(0372) 8281747, 8281748 Fax. (0372) 8281765 prokopimksb@gmail.com

SURABAYA, 3 Februari 2026 – Wakil Bupati Sumbawa Barat beserta jajaran melakukan kunjungan kerja dalam rangka audiensi dan studi tiru ke Pemerintah Kota Surabaya pada Senin, (03/02) 2026. Langkah ini diambil guna memperdalam strategi pengelolaan sampah dan penataan ruang terbuka hijau (RTH) yang telah sukses diterapkan di Kota Pahlawan.

Hadir dalam pertemuan tersebut Wakil Bupati KSB, Hj. Hanipah, S.Pt., M.M.Inov. , didampingi oleh Asisten II Bidang Perekonomian dan Pembangunan KSB, Syahril, S.T., serta Kepala Dinas Lingkungan Hidup (DLH) KSB, Aku Nur Rahmadin, beserta jajaran terkait. Rombongan diterima langsung oleh Asisten II Bidang Perekonomian dan Pembangunan Kota Surabaya, Syamsul Hariadi dan Sekretaris DLH Kota Surabaya, Maria Agustin Yuristina beserta jajaran.

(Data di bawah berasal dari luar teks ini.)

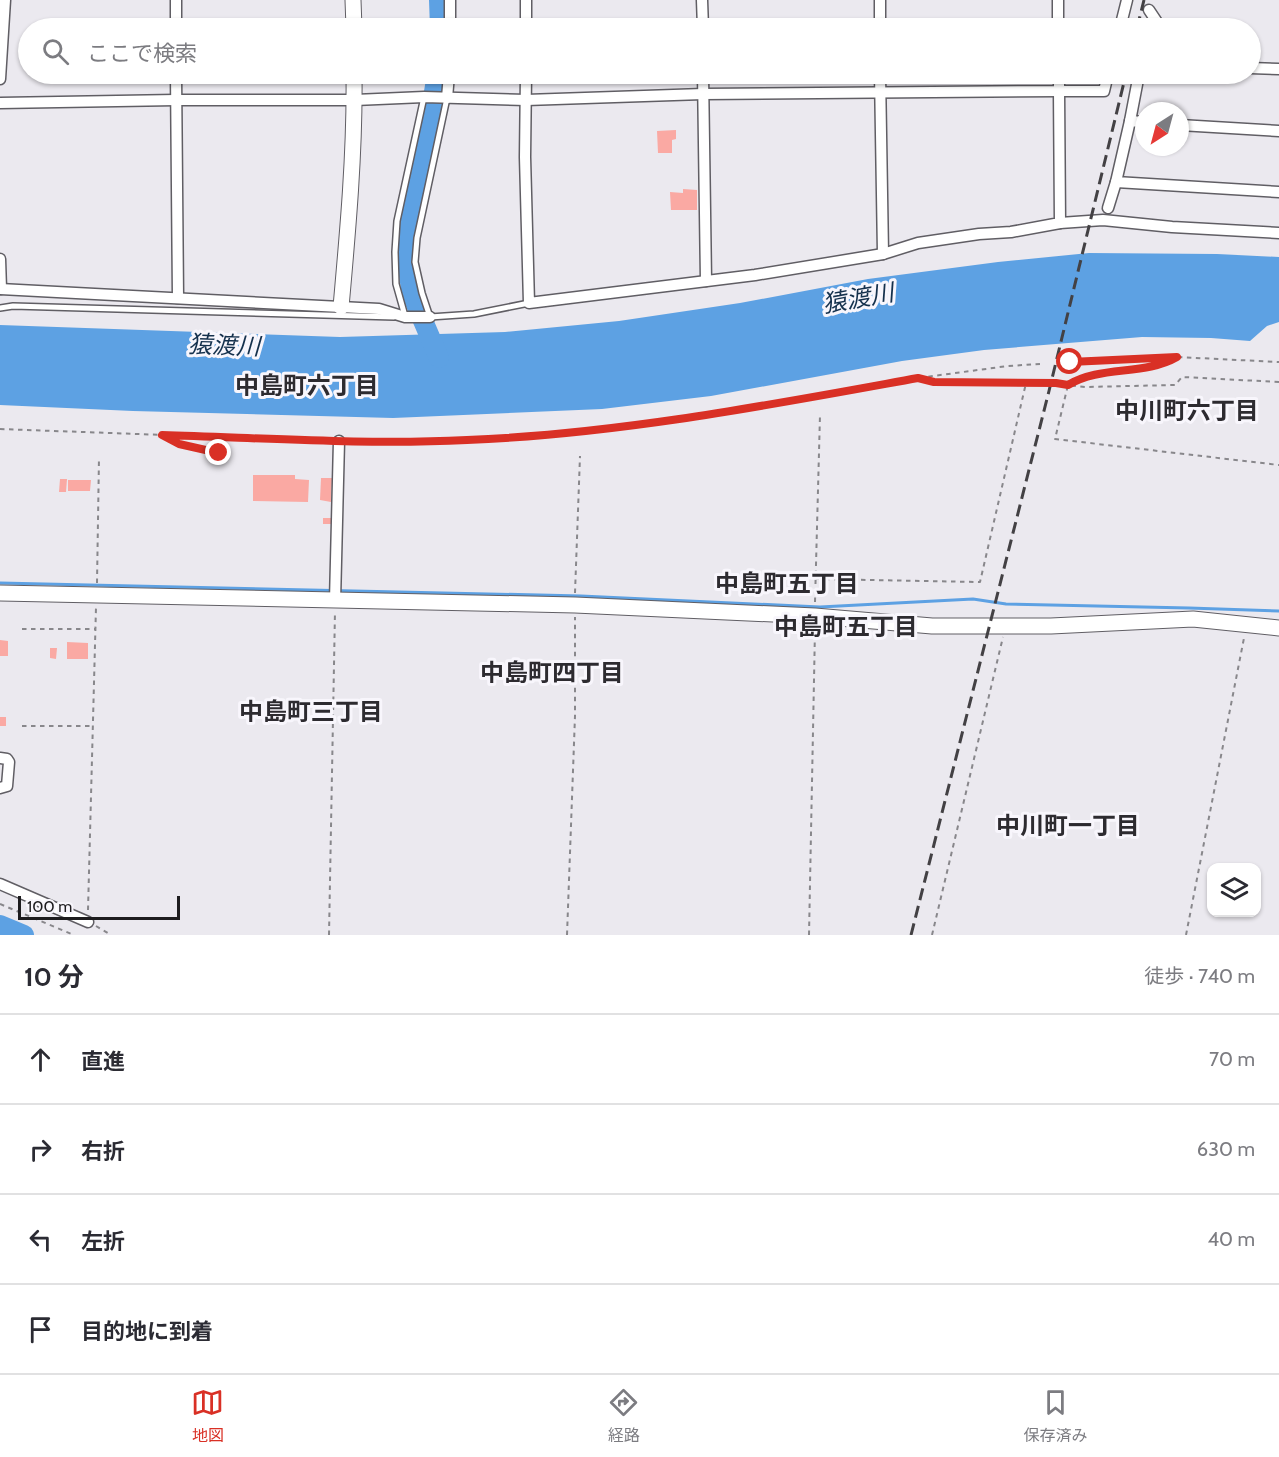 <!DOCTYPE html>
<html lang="ja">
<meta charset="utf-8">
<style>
body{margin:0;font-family:Cabin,"Noto Sans JP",sans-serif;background:#f2f2f3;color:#2b2b33}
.controls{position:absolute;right:18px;bottom:18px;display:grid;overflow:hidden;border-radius:12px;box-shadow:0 2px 4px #0004}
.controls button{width:54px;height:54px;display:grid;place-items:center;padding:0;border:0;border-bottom:2px solid #e1e1e2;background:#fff;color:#2b2b33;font:30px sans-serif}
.compass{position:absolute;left:1135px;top:102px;width:54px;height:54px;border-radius:50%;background:#fff;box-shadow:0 2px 4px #0004;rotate:216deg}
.scale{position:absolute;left:18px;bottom:15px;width:162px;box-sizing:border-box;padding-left:6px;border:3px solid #1d1c1e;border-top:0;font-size:16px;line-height:21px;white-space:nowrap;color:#1d1c1e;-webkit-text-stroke:4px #f8f6fc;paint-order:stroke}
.stop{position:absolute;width:18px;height:18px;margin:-14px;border:4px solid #d93025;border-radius:50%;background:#fff}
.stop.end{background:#d93025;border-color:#fff;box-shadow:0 2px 6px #0008}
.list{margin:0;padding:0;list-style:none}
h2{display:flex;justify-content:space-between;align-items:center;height:78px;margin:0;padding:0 24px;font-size:26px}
h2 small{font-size:20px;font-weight:400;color:#7c7c81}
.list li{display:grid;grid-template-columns:39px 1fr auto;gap:18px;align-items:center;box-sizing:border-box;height:90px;padding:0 24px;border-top:2px solid #e1e1e2}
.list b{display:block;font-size:22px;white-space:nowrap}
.list em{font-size:20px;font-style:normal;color:#7c7c81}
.icon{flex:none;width:33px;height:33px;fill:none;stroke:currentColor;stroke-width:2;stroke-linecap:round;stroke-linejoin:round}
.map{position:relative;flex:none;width:1279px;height:935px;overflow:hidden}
.search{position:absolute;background:#fff;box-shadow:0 2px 4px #0004;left:18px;right:18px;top:18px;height:66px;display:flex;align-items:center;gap:15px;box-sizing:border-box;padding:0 21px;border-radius:33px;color:#7c7c81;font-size:22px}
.sheet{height:438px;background:#fff}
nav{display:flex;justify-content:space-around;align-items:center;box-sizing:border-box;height:84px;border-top:2px solid #e1e1e2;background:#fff;font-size:16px;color:#7c7c81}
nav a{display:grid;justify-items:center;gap:3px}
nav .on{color:#d93025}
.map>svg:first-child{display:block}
.water{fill:#5da1e3}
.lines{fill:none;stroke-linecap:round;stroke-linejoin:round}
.stream{stroke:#5da1e3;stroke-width:3}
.river{stroke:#5da1e3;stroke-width:20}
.building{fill:#faa9a3}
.lane-casing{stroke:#605e64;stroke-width:8}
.street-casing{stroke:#605e64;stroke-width:13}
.secondary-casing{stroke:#605e64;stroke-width:17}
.path{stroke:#88878b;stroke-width:2;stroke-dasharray:4.5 4.5;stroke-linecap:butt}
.lane{stroke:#fff;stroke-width:5}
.street{stroke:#fff;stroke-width:10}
.secondary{stroke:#fff;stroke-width:15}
.rail{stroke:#434144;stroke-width:3;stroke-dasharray:12 6;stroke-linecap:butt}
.route{stroke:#d93025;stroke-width:8}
.labels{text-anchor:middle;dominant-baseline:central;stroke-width:6;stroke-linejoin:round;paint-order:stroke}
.water-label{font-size:24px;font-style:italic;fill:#15314d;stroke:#f8f6fc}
.neighbourhood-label{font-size:24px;font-weight:bold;fill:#2d2b30;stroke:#f8f6fc}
</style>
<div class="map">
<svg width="1279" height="935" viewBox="0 0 1279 935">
<rect width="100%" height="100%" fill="#ebe9ef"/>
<!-- water -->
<path class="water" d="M1089,253L1217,254L1279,257V322L1267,326L1250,341L1211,338L1142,337L984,350L902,361L711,396L602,409L393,418L133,411L0,405V325L340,337L505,332L619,321L740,303L868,279L998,262Z"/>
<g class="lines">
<!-- stream -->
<path class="stream" d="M0,583L581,596L820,607L973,599L1006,604L1189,608L1279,611"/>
<!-- river -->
<g class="river">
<path d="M439,0L440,28"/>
<path d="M437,74L425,146L407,226V263L412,295L439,358"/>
<path d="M0,925L24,935"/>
</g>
</g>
<!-- building -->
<g class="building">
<path d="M676,130V139L672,140V153H658L657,131Z"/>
<path d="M683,189L697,190V210H671L670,192L683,193Z"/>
<path d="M253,475H295V479L309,480L308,502L253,501Z"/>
<path d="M321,478H332L331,502L320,500Z"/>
<path d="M60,479H67L66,492H59Z"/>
<path d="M68,480H91L90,491H68Z"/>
<rect x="323" y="518" width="8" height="6"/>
<path d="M0,640L8,641V656H0Z"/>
<path d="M67,642L88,643V659H67Z"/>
<path d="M50,648H57L56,659L50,658Z"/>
<rect x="0" y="717" width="6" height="9"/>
</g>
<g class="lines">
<!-- lane casing -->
<g class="lane-casing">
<g id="lane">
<path d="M447,98L417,238L415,262L422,293L430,317L474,314L529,303"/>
<path d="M0,308L13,306L394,317"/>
<path d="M405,316L396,284L395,252L397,221L424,97"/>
</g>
</g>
<!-- street casing -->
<g class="street-casing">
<g id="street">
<path d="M176,0V28"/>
<path d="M526,0V28"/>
<path d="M702,0L703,28"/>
<path d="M1058,0V28"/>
<path d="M1149,10L1161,28"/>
<path d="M450,28V0"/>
<path d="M880,28V0"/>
<path d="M1120,28L1127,0"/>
<path d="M1250,68L1279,69"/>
<path d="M176,74L178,298"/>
<path d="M526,74L525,157L529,303L755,275L883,254L918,243L979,234L1011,232L1060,223L1059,91H1104L1108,74"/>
<path d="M703,74L706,281"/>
<path d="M880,74L883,254"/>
<path d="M0,79L5,0"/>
<path d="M447,98L449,74"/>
<path d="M0,103L176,100H355L424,97L526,100L703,94L1059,91V74"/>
<path d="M1130,121L1139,74"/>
<path d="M1144,122L1130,121L1116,182L1279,192"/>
<path d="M1180,125L1279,131"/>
<path d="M1108,208L1116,182"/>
<path d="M1060,223L1103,220L1172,227L1279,233"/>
<path d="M0,259L1,289"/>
<path d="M0,289L379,309L405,317H430"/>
<path d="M335,601L339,441"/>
<path d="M0,758L7,759L9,762L7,786L0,788"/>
<path d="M0,884L88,922"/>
</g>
</g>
<!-- secondary casing -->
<g class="secondary-casing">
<g id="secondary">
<path d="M353,0L354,28"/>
<path d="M341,307C348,229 355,151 354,74"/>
<path d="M0,593L575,605L815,616L932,626H1051L1193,619L1279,628"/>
</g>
</g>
<!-- path -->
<g class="path">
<path d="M1070,362L1177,357L1279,362"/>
<path d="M922,379L934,382L1056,383L1068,385C1101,365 1144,376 1177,357"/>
<path d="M1279,382L1182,377L1175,385L1085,387L1068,385L1055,439L1279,465"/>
<path d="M0,429L330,441"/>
<path d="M165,436L179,444L219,453"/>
<path d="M348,441L468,440L580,431L698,417L918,378L1008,366L1040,364"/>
<path d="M816,579L980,582L1026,383"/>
<path d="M97,583L99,457"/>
<path d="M575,593L580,456"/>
<path d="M815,602L820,415"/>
<path d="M22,629H95"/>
<path d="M22,726H93"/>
<path d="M0,904L74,935"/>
<path d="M88,910L96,607"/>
<path d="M96,926L111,935"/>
<path d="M329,935L335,611"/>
<path d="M567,935L575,716V617"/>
<path d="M809,935L815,629"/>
<path d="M932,935L1003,637"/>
<path d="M1186,935L1244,638"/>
</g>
<!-- lane -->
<use href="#lane" class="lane"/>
<!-- street -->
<use href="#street" class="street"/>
<!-- secondary -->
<use href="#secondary" class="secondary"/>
<!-- rail -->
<g class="rail">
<path d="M1137,28L1144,0"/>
<path d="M911,935L1049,391L1126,74"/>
</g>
</g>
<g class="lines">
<!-- route -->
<path class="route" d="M219,453L179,444L162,435C264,438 366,445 467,440C619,434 769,405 918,378L934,382L1056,383L1068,385C1101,365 1144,376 1177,357L1070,362"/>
</g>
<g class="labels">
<!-- water labels -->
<g class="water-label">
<text transform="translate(858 298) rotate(-10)">猿渡川</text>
<text transform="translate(224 345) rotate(2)">猿渡川</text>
</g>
<!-- neighbourhood labels -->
<g class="neighbourhood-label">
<text x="307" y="385">中島町六丁目</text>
<text x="1187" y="410">中川町六丁目</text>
<text x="787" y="583">中島町五丁目</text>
<text x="846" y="626">中島町五丁目</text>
<text x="552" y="672">中島町四丁目</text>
<text x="311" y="711">中島町三丁目</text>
<text x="1068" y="825">中川町一丁目</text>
</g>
</g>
</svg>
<div class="controls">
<button><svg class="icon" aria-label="layers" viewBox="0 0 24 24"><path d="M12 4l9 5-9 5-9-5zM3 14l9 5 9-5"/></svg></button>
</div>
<svg class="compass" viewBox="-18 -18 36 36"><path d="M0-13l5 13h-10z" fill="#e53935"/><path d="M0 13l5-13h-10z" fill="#7c7c81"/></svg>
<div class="scale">100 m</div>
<div class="stop" style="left:1070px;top:362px"></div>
<div class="stop end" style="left:219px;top:453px"></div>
<div class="search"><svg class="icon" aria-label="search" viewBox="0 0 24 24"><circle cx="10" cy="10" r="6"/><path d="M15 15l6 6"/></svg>ここで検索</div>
</div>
<section class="sheet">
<h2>10 分<small>徒歩 · 740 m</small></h2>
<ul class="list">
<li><svg class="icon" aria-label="ahead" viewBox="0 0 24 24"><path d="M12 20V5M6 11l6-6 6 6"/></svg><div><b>直進</b></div><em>70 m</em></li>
<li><svg class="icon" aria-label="right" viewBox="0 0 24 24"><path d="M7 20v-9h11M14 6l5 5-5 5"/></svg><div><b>右折</b></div><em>630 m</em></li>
<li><svg class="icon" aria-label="left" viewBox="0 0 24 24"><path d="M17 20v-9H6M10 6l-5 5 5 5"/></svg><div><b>左折</b></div><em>40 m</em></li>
<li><svg class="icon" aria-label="arrive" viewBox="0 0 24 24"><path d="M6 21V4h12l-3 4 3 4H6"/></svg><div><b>目的地に到着</b></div></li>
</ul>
</section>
<nav>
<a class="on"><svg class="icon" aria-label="map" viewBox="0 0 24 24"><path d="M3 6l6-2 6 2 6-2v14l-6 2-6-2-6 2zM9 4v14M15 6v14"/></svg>地図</a>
<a><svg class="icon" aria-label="directions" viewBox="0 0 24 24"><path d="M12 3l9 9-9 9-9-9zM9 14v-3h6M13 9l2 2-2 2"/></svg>経路</a>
<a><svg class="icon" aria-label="saved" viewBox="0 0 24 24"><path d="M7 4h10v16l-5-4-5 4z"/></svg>保存済み</a>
</nav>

Dalam sambutannya, Wakil Bupati KSB, Hj. Hanipah, menyampaikan apresiasi atas kesediaan Pemkot Surabaya berbagi ilmu. Beliau menegaskan pentingnya kolaborasi ini bagi kemajuan daerahnya. “Mohon berkenan nanti mungkin ada pengalaman-pengalaman dari Pak Asisten dan seluruh jajaran yang sudah dilaksanakan di kota Surabaya ini yang kami bisa petik untuk kami kembangkan atau kami laksanakan di kabupaten kami sehingga kami merasa betul-betul secara maksimal melayani masyarakat,” ujar Hj. Hanipah.

Wakil Bupati juga menjelaskan bahwa pengelolaan sampah di KSB masih menghadapi sejumlah tantangan. Saat ini, KSB memiliki sembilan Tempat Pemrosesan Akhir (TPA), namun baru satu TPA yang beroperasi secara aktif. Dengan jumlah penduduk sekitar 158 ribu jiwa, penguatan sistem pengelolaan sampah dari hulu hingga hilir serta peningkatan kesadaran masyarakat menjadi kebutuhan mendesak.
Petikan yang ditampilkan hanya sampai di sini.